[jira] [Commented] (CASSANDRA-1034) Remove assumption that Key to Token is one-to-one

Sylvain Lebresne (Commented) (JIRA) Tue, 11 Oct 2011 04:43:40 -0700

    [ 
https://issues.apache.org/jira/browse/CASSANDRA-1034?page=com.atlassian.jira.plugin.system.issuetabpanels:comment-tabpanel&focusedCommentId=13124946#comment-13124946
 ]


Sylvain Lebresne commented on CASSANDRA-1034:
---------------------------------------------

I have 2 major problems with that patch:

The first one is I really dislike the idea of merging DK into Token (I disliked 
the idea of merging Token into DK and that roughly the same idea).  First, I 
fail to see how this is of any help in solving what this ticket is trying to 
solve. Second, I think it's a very bad use of types. A Token is not a Key. By 
merging those together we just weaken our type hierarchy, thus getting less 
insurance from types.
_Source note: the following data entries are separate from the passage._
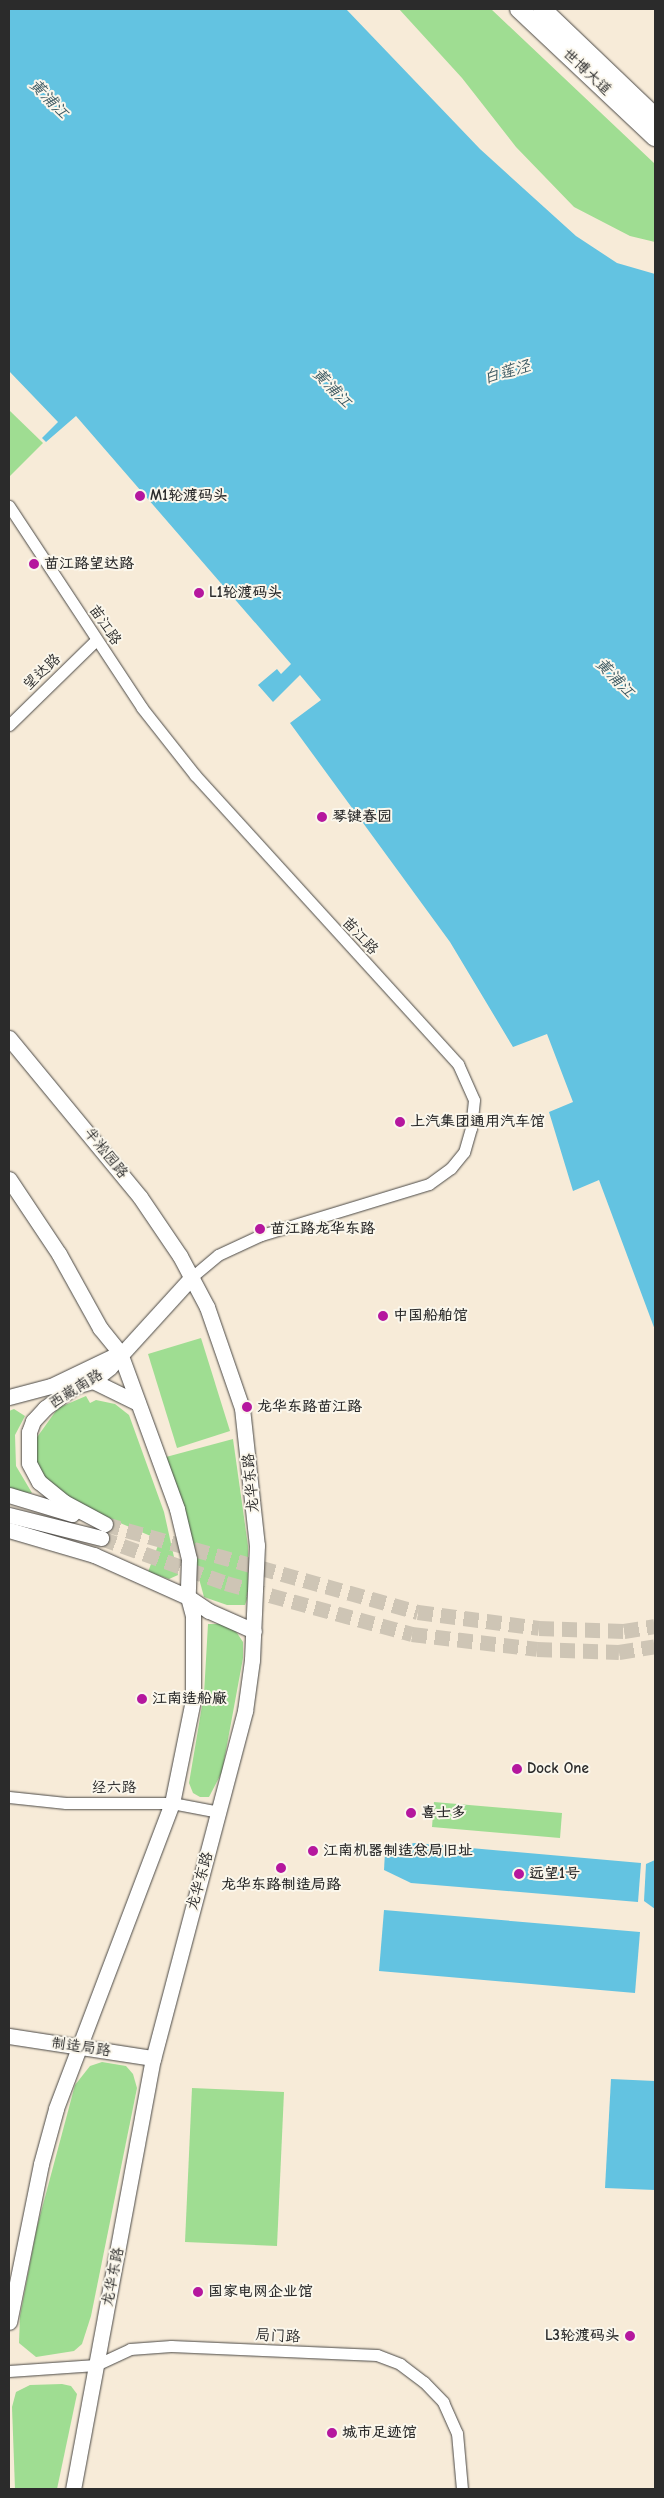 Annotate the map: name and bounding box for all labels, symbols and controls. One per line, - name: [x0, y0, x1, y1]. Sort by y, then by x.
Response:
- street label: 世博大道: [559, 45, 615, 99]
- water label: 黄浦江: [25, 75, 73, 123]
- water label: 白莲泾: [481, 356, 533, 388]
- water label: 黄浦江: [308, 364, 356, 412]
- place label: M1轮渡码头: [150, 487, 228, 505]
- marker: M1轮渡码头: [134, 490, 146, 502]
- place label: 苗江路望达路: [44, 555, 134, 573]
- marker: 苗江路望达路: [28, 558, 40, 570]
- place label: L1轮渡码头: [209, 584, 283, 602]
- marker: L1轮渡码头: [193, 587, 205, 599]
- street label: 苗江路: [85, 601, 125, 649]
- street label: 望达路: [20, 650, 64, 694]
- water label: 黄浦江: [591, 654, 639, 702]
- place label: 琴键春园: [332, 808, 392, 826]
- marker: 琴键春园: [316, 811, 328, 823]
- street label: 苗江路: [338, 913, 382, 959]
- place label: 上汽集团通用汽车馆: [410, 1113, 545, 1131]
- marker: 上汽集团通用汽车馆: [394, 1116, 406, 1128]
- street label: 半淞园路: [80, 1124, 132, 1182]
- place label: 苗江路龙华东路: [270, 1220, 375, 1238]
- marker: 苗江路龙华东路: [254, 1223, 266, 1235]
- place label: 中国船舶馆: [393, 1307, 468, 1325]
- marker: 中国船舶馆: [377, 1310, 389, 1322]
- street label: 西藏南路: [46, 1365, 106, 1413]
- place label: 龙华东路苗江路: [257, 1398, 362, 1416]
- marker: 龙华东路苗江路: [241, 1401, 253, 1413]
- street label: 龙华东路: [239, 1452, 263, 1514]
- place label: 江南造船廠: [152, 1690, 227, 1708]
- marker: 江南造船廠: [136, 1693, 148, 1705]
- place label: Dock One: [527, 1760, 589, 1778]
- marker: Dock One: [511, 1763, 523, 1775]
- street label: 经六路: [92, 1779, 136, 1797]
- place label: 喜士多: [421, 1804, 466, 1822]
- marker: 喜士多: [405, 1807, 417, 1819]
- place label: 江南机器制造总局旧址: [323, 1842, 473, 1860]
- marker: 江南机器制造总局旧址: [307, 1845, 319, 1857]
- street label: 龙华东路: [183, 1850, 217, 1912]
- marker: 龙华东路制造局路: [275, 1862, 287, 1874]
- place label: 远望1号: [529, 1865, 580, 1883]
- marker: 远望1号: [513, 1868, 525, 1880]
- place label: 龙华东路制造局路: [221, 1876, 341, 1894]
- street label: 制造局路: [50, 2034, 112, 2060]
- street label: 龙华东路: [98, 2246, 128, 2308]
- place label: 国家电网企业馆: [208, 2283, 313, 2301]
- marker: 国家电网企业馆: [192, 2286, 204, 2298]
- street label: 局门路: [255, 2326, 301, 2346]
- place label: L3轮渡码头: [545, 2327, 620, 2345]
- marker: L3轮渡码头: [624, 2330, 636, 2342]
- place label: 城市足迹馆: [342, 2424, 417, 2442]
- marker: 城市足迹馆: [326, 2427, 338, 2439] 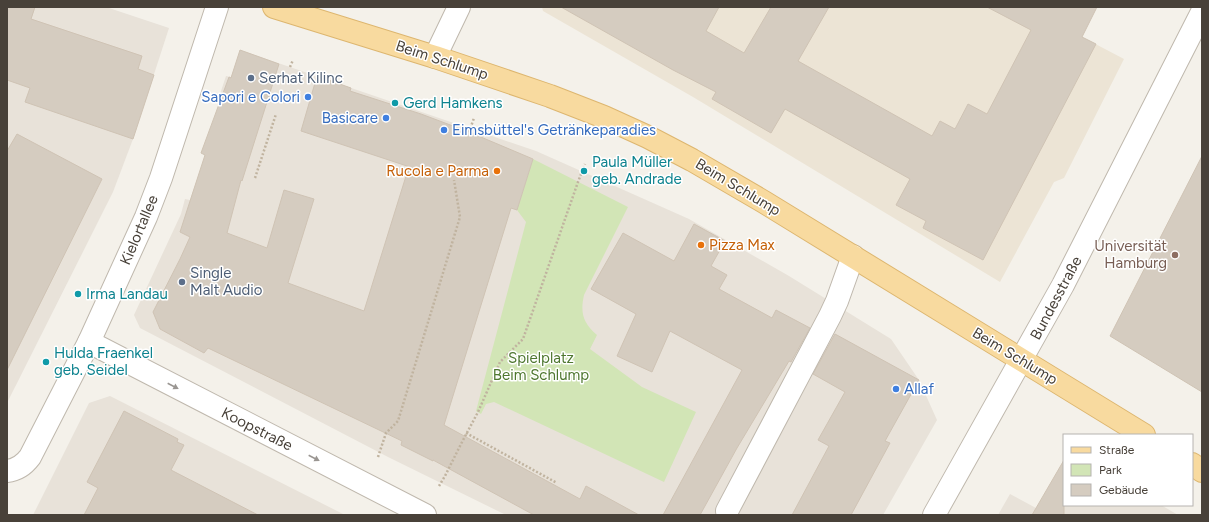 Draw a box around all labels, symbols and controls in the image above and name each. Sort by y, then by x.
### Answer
street label: Beim Schlump [393,37,491,83]
place label: Serhat Kilinc [259,69,343,87]
marker: Serhat Kilinc [246,73,256,83]
place label: Sapori e Colori [201,88,300,106]
marker: Sapori e Colori [303,92,313,102]
place label: Gerd Hamkens [403,94,503,112]
marker: Gerd Hamkens [390,98,400,108]
place label: Basicare [322,109,378,127]
marker: Basicare [381,113,391,123]
place label: Eimsbüttel's Getränkeparadies [452,121,656,139]
marker: Eimsbüttel's Getränkeparadies [439,125,449,135]
place label: Paula Müller geb. Andrade [592,153,682,188]
street label: Beim Schlump [692,154,784,220]
place label: Rucola e Parma [386,162,489,180]
marker: Rucola e Parma [492,166,502,176]
marker: Paula Müller geb. Andrade [579,166,589,176]
street label: Kielortallee [116,192,162,268]
place label: Pizza Max [709,236,775,254]
place label: Universität Hamburg [1094,237,1167,272]
marker: Pizza Max [696,240,706,250]
marker: Universität Hamburg [1170,250,1180,260]
street label: Bundesstraße [1026,253,1086,343]
place label: Single Malt Audio [190,264,263,299]
marker: Single Malt Audio [177,277,187,287]
place label: Irma Landau [86,285,168,303]
marker: Irma Landau [73,289,83,299]
street label: Beim Schlump [969,323,1061,389]
place label: Hulda Fraenkel geb. Seidel [54,344,153,379]
park label: Spielplatz Beim Schlump [493,349,589,384]
marker: Hulda Fraenkel geb. Seidel [41,357,51,367]
place label: Allaf [904,380,934,398]
one-way arrow [167,382,179,389]
marker: Allaf [891,384,901,394]
street label: Koopstraße [218,403,296,455]
legend [1063,434,1193,506]
text: Straße [1099,443,1135,457]
one-way arrow [308,455,320,461]
text: Park [1099,463,1122,477]
text: Gebäude [1099,483,1149,497]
Typically, with this patch, a function that really want a 
DK, could get a Token, i.e getKey() is not guaranteed to return a valid key. 
Now I know, we are already using 'false' DK by feeding null as a key sometimes. 
Well, that is ugly and error prone. I don't think generalizing this everywhere 
while introducing a 300K patch is the right way to go, quite the contrary. 
Besides, it's inefficient. All the places were we do use only a Token, we'll 
now have a bigger structure with a useless pointer to the EMPTY_BYTE_BUFFER 
(granted this has probably little impact, but it's another sign that it's doing 
it wrong).

The second problem is this doesn't work. This DK->Token really just muddy the 
water but it doesn't solve anything. What we want is to fix the fact that the 
code identifies token and keys as a one to one mapping. In particular, this is 
forced in DK.compareTo(), which only compare the tokens, ignoring the keys.  
Fixing that place is easy, and the patch does it, but it's really just a few 
lines change.

The real problem is that the code make the assumption that key <-> token is one 
to one in other places. So making DK.compareTo takes key into account breaks 
other parts. For instance, in RowIteratorFactory, we have this:
{noformat}
return startWith.compareTo(row.getKey()) <= 0
       && (stopAt.isEmpty() || row.getKey().compareTo(stopAt) <= 0);
{noformat}
and say that startWith and stopAt are token only. The semantic is that this is 
supposed to be inclusive on both bound. With the last patch, this would include 
keys having the startWith token, but *not* the ones having stopAt as token, 
because in the patch, a token compares strictly before all of the key having 
this token (concretely, the attached patch skips keys during range queries).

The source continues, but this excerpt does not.